Given Kacie’s admitted dogged persistence in the face of physical challenges, it would have been folly to discount her desire to claim the record in the race, which is painstakingly mapped out (“You have to follow the course and the clock never stops – not at night, not for rain, not for bad weather”) and covers 11 states. “Of course, any finish is a success, but our goal was to take that record … It’s kind of ‘who can be the most stubborn,’ and I am really stubborn.”
On June 23, 2013, the Power, Pedals, and Ponytails team completed the race in 8 days, 2 hours, and 35 minutes, smashing the previous record by more than 13 hours and claiming the world record for two-person female teams.
Kacie – whose sister-in-law Christy Darden Brennan is also a UGA Foundation Fellow alum – says she usually is already looking ahead to the next challenge while she’s preparing for the present one. This this time around, however, she doesn’t know what she’s going to do after the Race Across America.
But it’s liable to be something spectacular.

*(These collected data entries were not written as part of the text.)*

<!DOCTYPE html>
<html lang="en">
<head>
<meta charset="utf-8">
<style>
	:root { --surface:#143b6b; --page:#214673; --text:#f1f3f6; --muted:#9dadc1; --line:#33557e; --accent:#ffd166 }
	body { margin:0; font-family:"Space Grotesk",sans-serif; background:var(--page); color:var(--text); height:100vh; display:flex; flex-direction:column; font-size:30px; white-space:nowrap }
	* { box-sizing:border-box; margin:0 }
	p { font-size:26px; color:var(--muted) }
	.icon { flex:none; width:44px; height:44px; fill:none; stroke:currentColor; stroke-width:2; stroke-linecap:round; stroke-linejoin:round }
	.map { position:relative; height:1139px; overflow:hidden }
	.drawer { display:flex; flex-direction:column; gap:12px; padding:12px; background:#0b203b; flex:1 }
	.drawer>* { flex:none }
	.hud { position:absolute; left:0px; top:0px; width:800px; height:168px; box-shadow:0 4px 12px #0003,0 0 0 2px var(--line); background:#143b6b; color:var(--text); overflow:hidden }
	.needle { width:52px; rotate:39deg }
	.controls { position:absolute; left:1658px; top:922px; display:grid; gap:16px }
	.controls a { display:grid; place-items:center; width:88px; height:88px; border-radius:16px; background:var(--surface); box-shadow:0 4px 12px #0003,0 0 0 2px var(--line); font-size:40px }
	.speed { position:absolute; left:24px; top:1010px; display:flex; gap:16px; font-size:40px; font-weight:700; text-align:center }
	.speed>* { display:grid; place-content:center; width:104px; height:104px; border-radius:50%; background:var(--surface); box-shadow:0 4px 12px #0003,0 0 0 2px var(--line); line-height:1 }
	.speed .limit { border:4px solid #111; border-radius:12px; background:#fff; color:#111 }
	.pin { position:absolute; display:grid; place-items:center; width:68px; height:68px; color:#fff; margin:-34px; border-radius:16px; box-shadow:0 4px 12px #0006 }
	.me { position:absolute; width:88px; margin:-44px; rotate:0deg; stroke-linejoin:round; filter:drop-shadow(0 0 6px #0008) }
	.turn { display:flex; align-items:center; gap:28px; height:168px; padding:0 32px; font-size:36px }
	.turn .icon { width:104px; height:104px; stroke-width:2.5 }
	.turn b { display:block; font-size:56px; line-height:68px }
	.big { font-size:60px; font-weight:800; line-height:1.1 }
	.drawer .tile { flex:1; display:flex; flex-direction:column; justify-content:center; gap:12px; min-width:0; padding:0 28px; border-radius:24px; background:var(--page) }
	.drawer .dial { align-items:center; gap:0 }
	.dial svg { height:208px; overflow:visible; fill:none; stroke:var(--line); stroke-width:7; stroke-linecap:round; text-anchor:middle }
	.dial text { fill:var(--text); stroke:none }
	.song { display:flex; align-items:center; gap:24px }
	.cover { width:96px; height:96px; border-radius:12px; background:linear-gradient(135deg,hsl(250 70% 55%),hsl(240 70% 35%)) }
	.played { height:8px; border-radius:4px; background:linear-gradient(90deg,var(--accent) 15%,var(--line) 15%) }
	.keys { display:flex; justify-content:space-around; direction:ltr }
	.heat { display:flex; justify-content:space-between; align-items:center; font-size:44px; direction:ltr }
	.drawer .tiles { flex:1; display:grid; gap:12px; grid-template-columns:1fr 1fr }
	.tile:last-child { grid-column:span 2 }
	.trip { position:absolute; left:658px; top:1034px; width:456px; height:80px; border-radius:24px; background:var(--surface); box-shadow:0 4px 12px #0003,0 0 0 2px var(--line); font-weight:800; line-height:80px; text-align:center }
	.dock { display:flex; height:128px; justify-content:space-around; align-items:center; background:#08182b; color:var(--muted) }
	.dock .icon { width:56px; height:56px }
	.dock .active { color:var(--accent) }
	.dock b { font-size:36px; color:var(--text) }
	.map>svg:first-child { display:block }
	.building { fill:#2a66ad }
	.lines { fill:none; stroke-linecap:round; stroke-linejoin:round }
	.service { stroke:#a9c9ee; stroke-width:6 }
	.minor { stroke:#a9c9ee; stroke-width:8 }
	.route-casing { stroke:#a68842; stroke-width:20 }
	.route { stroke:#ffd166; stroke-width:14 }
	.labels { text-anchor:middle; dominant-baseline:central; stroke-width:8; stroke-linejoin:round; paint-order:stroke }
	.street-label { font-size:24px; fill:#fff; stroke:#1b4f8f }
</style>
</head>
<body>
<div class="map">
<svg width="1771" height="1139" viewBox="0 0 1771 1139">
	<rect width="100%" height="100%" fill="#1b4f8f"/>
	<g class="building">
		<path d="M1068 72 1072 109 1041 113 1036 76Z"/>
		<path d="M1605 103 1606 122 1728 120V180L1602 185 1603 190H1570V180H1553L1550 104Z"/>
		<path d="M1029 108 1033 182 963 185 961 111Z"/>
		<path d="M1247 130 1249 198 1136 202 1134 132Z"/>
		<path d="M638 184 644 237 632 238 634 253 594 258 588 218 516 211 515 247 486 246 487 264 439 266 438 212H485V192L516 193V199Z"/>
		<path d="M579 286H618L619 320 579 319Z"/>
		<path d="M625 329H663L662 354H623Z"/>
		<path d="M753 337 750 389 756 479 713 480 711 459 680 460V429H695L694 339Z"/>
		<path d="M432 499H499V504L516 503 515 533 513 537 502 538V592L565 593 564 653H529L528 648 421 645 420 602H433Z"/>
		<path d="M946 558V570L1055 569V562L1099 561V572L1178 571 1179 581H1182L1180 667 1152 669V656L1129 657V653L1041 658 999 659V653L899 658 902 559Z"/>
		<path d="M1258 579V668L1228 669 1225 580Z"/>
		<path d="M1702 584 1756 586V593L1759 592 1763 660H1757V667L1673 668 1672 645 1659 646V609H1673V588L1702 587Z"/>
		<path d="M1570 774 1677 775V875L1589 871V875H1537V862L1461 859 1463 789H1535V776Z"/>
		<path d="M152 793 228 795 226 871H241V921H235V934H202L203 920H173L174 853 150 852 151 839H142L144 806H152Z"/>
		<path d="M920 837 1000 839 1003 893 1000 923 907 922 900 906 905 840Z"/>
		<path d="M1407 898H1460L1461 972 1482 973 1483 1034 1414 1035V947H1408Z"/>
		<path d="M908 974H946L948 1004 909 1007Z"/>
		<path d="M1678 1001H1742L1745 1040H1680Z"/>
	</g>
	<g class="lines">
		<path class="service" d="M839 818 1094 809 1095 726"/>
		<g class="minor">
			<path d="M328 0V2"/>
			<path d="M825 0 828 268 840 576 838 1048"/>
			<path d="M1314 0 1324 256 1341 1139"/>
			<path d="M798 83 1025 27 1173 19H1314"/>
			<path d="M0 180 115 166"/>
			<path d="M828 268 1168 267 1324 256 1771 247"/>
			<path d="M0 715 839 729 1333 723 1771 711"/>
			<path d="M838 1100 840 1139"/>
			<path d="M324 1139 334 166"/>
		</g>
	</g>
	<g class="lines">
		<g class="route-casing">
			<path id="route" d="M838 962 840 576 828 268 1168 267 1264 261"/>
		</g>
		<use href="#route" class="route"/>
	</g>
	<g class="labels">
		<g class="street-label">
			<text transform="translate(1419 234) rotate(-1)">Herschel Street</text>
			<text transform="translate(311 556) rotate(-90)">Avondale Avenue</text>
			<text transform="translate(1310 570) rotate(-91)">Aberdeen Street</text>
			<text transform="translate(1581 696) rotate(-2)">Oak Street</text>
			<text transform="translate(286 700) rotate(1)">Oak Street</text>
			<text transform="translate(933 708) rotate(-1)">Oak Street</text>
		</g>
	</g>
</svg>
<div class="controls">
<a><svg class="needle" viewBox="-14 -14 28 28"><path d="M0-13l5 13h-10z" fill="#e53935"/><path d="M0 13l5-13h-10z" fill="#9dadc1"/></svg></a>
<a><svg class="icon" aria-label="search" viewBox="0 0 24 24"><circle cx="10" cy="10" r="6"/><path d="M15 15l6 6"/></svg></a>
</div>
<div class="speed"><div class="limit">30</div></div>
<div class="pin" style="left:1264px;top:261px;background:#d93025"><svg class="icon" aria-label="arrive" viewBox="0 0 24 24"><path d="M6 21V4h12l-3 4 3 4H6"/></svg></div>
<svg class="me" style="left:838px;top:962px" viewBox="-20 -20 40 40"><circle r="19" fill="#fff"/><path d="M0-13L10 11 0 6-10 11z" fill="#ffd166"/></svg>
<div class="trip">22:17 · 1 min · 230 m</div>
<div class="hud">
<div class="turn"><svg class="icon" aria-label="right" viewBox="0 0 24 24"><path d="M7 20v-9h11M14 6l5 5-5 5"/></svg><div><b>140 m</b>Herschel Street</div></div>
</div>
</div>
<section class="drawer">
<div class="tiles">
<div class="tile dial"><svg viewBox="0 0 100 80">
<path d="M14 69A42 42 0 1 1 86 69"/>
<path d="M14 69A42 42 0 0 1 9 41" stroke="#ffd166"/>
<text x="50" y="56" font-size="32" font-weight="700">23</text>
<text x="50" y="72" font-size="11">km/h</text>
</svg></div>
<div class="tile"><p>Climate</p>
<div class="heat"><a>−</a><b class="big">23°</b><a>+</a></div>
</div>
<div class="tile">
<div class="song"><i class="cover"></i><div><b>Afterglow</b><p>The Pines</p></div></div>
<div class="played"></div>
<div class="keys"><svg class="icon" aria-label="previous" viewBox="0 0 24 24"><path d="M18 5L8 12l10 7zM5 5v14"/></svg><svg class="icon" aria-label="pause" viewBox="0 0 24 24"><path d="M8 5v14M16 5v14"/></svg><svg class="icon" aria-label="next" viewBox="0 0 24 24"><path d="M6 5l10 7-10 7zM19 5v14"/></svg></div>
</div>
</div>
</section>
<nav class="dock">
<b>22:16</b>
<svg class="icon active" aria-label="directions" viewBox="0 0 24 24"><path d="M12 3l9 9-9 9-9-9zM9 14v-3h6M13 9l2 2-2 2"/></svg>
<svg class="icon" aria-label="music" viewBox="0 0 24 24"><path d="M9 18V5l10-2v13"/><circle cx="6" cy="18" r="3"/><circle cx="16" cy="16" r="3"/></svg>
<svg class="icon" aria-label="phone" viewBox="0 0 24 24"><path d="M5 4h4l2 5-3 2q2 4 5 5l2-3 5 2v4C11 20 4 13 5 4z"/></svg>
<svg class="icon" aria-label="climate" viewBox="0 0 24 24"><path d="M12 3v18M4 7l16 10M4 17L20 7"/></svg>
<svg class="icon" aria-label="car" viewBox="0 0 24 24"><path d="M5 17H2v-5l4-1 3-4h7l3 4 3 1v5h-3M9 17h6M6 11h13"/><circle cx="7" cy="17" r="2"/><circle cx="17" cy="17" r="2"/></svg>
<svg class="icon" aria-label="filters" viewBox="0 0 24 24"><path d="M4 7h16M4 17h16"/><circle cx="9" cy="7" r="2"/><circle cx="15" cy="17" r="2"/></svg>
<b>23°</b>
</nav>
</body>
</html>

“Until I crossed that finish line at Annapolis and we’d really done it, I could not think ahead,” she says. “There was no space in my brain to think ahead. But there’s a lot of stuff I haven’t done yet. I’ve dabbled with the idea of swimming the English Channel. And I still like running – it would be fun to get back to that after so long. There are lots of races – there’s always something else. This sure isn’t the end of the road.”